▶ Records contained in a dataset

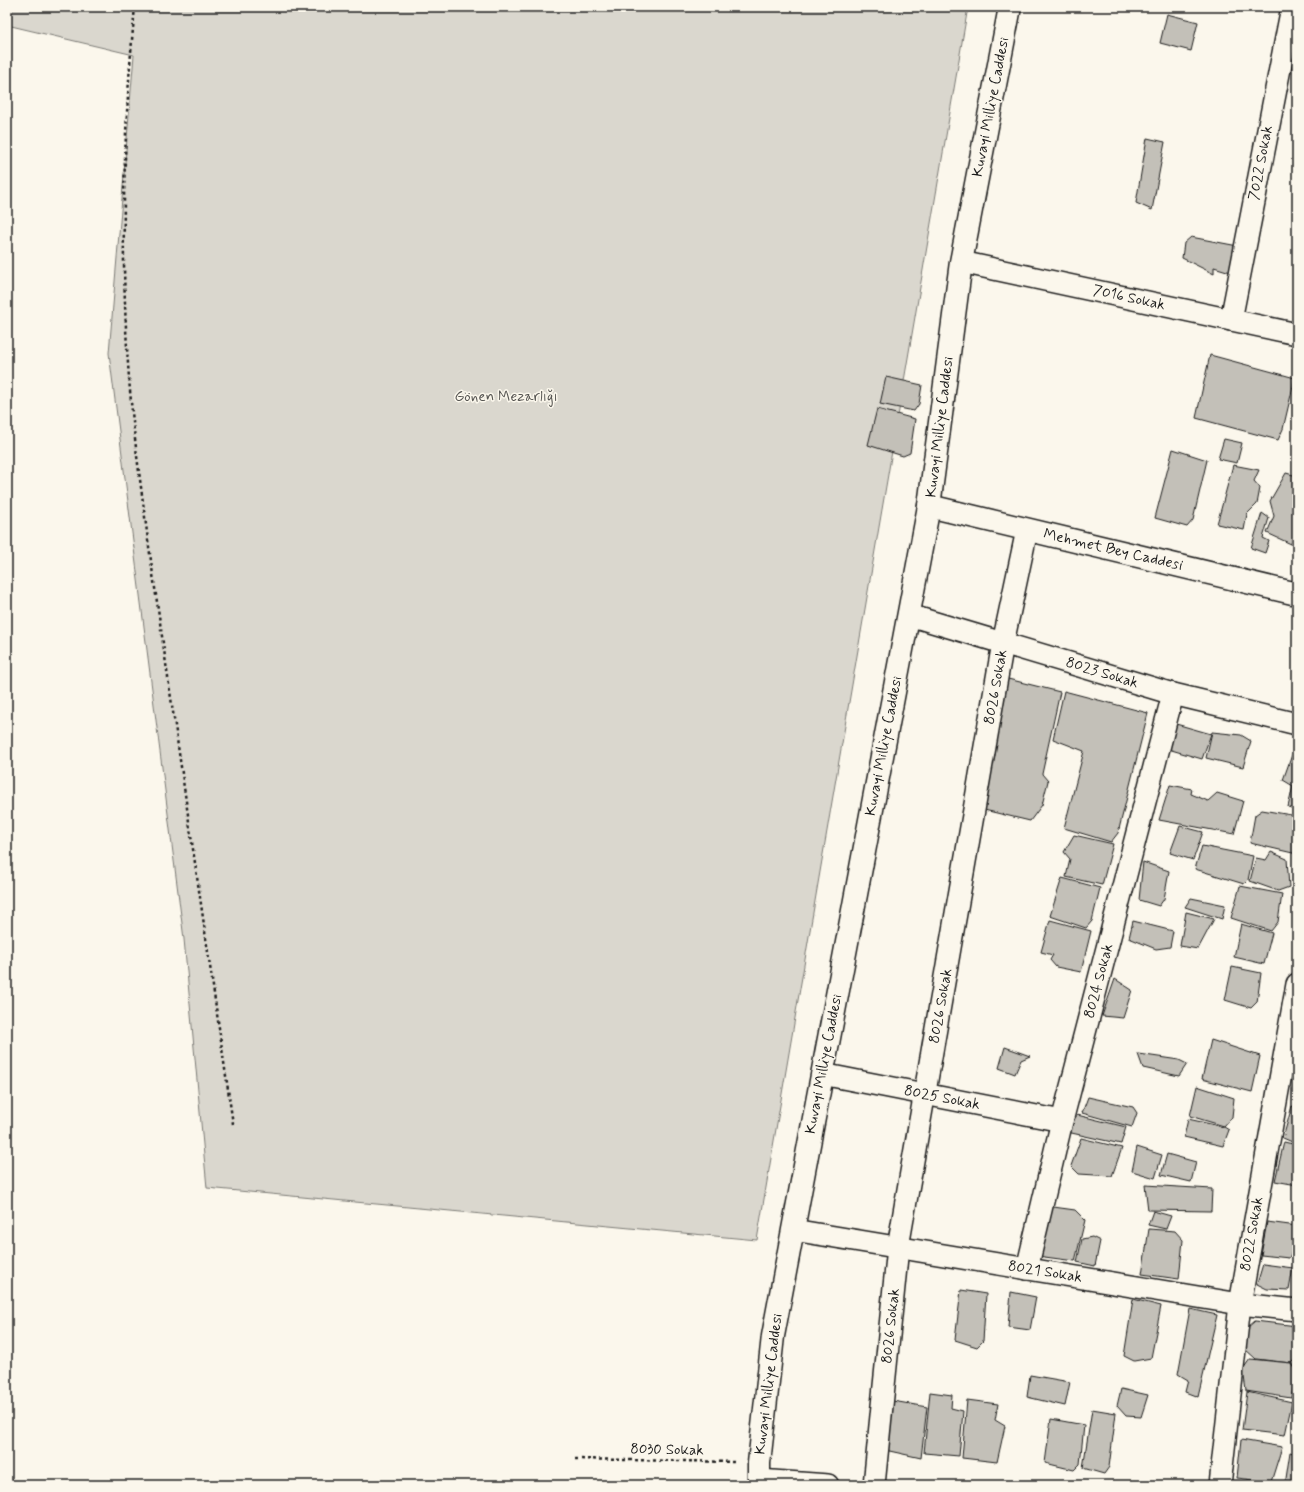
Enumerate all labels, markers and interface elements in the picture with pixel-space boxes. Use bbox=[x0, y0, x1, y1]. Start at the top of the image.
street label: Kuvayi Milliye Caddesi bbox=[968, 35, 1014, 179]
street label: 7022 Sokak bbox=[1244, 124, 1278, 202]
street label: 7016 Sokak bbox=[1091, 281, 1167, 315]
street label: Kuvayi Milliye Caddesi bbox=[921, 355, 959, 499]
park label: Gönen Mezarlığı bbox=[454, 387, 558, 407]
street label: Mehmet Bey Caddesi bbox=[1041, 524, 1185, 576]
street label: 8026 Sokak bbox=[980, 648, 1012, 726]
street label: 8023 Sokak bbox=[1063, 653, 1141, 693]
street label: Kuvayi Milliye Caddesi bbox=[861, 674, 907, 818]
street label: 8024 Sokak bbox=[1079, 941, 1119, 1021]
street label: 8026 Sokak bbox=[925, 967, 957, 1045]
street label: Kuvayi Milliye Caddesi bbox=[801, 992, 847, 1136]
street label: 8025 Sokak bbox=[902, 1081, 982, 1115]
street label: 8022 Sokak bbox=[1236, 1195, 1268, 1273]
street label: 8021 Sokak bbox=[1007, 1256, 1083, 1288]
street label: 8026 Sokak bbox=[877, 1287, 905, 1365]
street label: Kuvayi Milliye Caddesi bbox=[750, 1312, 788, 1456]
street label: 8030 Sokak bbox=[630, 1439, 704, 1461]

▶ EXERCISE PROMPT
Filter the records above, keeping each line that contains the word "Caddesi".

▶ THE COMPLETED TASK
street label: Kuvayi Milliye Caddesi bbox=[968, 35, 1014, 179]
street label: Kuvayi Milliye Caddesi bbox=[921, 355, 959, 499]
street label: Mehmet Bey Caddesi bbox=[1041, 524, 1185, 576]
street label: Kuvayi Milliye Caddesi bbox=[861, 674, 907, 818]
street label: Kuvayi Milliye Caddesi bbox=[801, 992, 847, 1136]
street label: Kuvayi Milliye Caddesi bbox=[750, 1312, 788, 1456]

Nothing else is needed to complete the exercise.